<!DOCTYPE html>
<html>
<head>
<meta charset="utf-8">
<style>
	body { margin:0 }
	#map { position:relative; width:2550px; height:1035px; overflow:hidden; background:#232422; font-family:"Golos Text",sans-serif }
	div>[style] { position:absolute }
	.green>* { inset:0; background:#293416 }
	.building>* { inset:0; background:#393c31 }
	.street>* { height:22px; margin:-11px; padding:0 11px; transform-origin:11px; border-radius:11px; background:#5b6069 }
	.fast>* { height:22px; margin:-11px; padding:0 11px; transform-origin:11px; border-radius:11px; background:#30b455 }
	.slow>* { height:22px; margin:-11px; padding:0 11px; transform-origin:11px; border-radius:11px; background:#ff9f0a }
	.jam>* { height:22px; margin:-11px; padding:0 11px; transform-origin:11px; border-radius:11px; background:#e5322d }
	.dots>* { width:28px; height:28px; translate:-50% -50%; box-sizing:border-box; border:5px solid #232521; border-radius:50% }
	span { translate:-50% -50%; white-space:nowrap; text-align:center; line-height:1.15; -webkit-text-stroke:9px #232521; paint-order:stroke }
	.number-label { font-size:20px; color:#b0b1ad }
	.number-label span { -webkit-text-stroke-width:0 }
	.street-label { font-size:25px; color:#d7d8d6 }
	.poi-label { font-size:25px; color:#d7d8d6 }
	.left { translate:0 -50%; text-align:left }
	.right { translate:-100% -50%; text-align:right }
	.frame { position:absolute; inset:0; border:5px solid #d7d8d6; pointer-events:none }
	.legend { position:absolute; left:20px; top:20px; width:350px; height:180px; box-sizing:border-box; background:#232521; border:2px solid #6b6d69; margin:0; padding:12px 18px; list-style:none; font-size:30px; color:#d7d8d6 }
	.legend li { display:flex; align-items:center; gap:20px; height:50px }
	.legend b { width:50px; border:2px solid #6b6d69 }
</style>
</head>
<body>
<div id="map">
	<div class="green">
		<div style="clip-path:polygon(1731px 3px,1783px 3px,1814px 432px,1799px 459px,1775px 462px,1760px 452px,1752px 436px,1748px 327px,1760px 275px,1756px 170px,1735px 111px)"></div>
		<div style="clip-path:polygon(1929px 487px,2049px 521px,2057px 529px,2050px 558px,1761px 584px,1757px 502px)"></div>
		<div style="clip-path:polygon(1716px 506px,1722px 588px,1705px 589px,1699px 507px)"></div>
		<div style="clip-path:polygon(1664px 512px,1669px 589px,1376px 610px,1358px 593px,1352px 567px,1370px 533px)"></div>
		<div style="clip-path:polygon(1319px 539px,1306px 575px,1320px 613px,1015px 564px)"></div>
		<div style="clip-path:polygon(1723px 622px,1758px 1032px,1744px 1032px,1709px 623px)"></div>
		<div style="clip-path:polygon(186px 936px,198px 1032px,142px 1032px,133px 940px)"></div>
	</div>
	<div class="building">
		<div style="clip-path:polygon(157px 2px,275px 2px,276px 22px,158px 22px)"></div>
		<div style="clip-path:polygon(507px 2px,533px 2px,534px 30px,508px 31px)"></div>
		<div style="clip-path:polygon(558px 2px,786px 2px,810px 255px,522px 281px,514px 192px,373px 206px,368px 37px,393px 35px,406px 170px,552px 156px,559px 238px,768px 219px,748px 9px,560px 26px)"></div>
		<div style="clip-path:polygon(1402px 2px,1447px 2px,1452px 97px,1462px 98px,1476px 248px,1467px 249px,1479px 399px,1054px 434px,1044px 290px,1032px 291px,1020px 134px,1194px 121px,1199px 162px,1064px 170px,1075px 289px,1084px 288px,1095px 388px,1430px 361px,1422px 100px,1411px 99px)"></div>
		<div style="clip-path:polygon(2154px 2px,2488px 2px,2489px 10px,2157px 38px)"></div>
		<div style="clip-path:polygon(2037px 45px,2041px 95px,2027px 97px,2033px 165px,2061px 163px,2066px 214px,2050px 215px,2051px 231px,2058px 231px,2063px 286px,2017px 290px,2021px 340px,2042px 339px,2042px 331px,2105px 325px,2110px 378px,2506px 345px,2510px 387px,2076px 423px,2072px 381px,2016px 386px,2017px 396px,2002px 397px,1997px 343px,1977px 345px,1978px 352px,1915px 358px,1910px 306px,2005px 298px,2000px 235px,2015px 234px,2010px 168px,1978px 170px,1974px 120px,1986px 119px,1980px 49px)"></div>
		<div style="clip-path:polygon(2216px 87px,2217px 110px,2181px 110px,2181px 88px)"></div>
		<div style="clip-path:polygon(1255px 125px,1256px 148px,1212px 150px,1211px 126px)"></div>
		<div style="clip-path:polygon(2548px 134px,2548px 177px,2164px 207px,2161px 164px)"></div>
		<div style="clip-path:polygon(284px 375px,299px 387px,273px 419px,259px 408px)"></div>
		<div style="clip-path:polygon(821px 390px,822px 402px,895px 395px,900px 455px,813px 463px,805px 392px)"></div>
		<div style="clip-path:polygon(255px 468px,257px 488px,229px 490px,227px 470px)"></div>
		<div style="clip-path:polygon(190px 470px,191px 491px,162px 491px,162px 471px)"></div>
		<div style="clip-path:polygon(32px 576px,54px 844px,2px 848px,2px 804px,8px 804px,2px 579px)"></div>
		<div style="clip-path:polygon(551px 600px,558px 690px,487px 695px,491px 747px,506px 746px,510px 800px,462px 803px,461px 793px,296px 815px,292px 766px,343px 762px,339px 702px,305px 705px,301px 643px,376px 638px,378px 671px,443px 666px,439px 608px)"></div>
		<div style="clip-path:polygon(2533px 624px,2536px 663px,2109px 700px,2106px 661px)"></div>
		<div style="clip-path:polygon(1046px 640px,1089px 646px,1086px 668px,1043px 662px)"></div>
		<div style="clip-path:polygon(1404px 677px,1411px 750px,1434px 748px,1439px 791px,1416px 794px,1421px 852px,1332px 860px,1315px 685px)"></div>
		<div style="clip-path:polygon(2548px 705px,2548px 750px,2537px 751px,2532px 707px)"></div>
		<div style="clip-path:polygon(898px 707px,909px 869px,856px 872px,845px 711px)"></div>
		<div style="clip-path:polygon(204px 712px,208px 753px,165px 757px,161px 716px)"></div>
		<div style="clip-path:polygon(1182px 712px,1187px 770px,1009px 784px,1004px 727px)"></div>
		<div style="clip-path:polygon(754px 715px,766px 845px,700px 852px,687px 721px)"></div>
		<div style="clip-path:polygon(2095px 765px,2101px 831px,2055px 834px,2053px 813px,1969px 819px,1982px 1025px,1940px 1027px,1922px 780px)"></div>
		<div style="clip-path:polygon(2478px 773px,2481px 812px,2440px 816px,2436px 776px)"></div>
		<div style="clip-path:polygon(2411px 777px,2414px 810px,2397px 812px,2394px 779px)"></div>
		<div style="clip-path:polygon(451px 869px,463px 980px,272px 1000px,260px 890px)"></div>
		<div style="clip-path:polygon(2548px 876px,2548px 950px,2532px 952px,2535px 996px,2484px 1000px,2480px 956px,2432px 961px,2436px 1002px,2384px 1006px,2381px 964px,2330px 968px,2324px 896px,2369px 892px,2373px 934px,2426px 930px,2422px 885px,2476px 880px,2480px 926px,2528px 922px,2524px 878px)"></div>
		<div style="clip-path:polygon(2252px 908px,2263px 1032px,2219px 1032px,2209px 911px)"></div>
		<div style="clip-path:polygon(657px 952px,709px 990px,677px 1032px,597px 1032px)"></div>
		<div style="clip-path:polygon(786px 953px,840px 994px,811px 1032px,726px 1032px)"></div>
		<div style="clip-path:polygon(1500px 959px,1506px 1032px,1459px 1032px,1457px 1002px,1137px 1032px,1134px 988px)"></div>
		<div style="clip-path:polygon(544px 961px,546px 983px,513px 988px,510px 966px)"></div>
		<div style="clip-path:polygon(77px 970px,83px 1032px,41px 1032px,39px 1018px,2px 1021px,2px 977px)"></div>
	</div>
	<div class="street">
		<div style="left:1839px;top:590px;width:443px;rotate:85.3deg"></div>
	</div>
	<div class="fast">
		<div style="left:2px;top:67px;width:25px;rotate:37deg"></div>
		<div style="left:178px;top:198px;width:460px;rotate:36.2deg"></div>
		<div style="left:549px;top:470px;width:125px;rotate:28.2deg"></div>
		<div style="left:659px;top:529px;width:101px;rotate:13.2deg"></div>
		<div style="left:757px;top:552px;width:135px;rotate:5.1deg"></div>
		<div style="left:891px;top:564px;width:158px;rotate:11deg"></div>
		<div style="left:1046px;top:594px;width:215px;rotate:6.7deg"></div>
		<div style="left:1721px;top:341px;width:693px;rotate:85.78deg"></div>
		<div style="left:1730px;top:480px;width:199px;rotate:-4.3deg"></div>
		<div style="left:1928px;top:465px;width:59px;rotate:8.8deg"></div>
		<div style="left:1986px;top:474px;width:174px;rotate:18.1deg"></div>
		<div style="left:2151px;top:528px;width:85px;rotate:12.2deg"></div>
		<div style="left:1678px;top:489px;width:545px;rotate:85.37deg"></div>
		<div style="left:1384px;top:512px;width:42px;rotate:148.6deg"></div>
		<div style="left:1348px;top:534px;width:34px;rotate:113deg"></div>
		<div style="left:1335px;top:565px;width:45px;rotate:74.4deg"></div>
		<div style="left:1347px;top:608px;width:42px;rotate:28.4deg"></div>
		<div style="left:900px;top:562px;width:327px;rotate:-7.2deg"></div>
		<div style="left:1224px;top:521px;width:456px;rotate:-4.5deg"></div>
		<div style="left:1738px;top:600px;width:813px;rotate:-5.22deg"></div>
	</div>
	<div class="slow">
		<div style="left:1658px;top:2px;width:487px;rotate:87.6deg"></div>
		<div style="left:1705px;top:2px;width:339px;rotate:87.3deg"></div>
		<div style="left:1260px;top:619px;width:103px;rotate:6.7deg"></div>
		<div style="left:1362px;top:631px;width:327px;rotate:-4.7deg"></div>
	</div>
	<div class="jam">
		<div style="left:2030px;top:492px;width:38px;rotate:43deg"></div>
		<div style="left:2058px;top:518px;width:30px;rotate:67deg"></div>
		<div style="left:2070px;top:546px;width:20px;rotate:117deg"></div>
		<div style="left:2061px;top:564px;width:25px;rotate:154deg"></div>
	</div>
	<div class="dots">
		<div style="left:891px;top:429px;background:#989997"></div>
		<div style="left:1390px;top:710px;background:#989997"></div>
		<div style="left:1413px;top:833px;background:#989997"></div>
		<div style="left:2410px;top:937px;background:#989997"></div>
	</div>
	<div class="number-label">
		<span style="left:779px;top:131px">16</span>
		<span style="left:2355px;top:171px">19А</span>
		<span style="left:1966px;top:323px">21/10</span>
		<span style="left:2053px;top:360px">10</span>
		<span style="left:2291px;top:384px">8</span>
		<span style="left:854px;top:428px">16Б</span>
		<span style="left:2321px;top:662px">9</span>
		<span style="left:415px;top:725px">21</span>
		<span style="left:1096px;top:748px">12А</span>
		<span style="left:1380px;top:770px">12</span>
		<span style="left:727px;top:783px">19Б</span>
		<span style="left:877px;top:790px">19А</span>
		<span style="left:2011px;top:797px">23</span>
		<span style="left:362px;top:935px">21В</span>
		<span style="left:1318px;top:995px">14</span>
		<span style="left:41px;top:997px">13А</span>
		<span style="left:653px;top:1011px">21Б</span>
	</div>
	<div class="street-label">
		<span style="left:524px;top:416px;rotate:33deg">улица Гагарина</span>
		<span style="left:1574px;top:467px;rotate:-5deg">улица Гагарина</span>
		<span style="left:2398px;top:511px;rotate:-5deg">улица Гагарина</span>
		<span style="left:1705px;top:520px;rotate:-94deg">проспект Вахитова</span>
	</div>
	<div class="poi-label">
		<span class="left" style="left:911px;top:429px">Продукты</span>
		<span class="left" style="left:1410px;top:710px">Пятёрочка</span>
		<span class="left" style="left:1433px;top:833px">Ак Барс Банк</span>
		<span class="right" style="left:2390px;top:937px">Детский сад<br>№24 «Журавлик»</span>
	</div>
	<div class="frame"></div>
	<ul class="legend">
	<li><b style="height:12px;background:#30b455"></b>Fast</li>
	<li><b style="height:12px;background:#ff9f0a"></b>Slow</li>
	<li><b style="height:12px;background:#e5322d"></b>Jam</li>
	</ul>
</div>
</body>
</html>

● **Problem**: Count the lines above that include the word "webkit". Reply with that number alone.

● **Answer box**: 2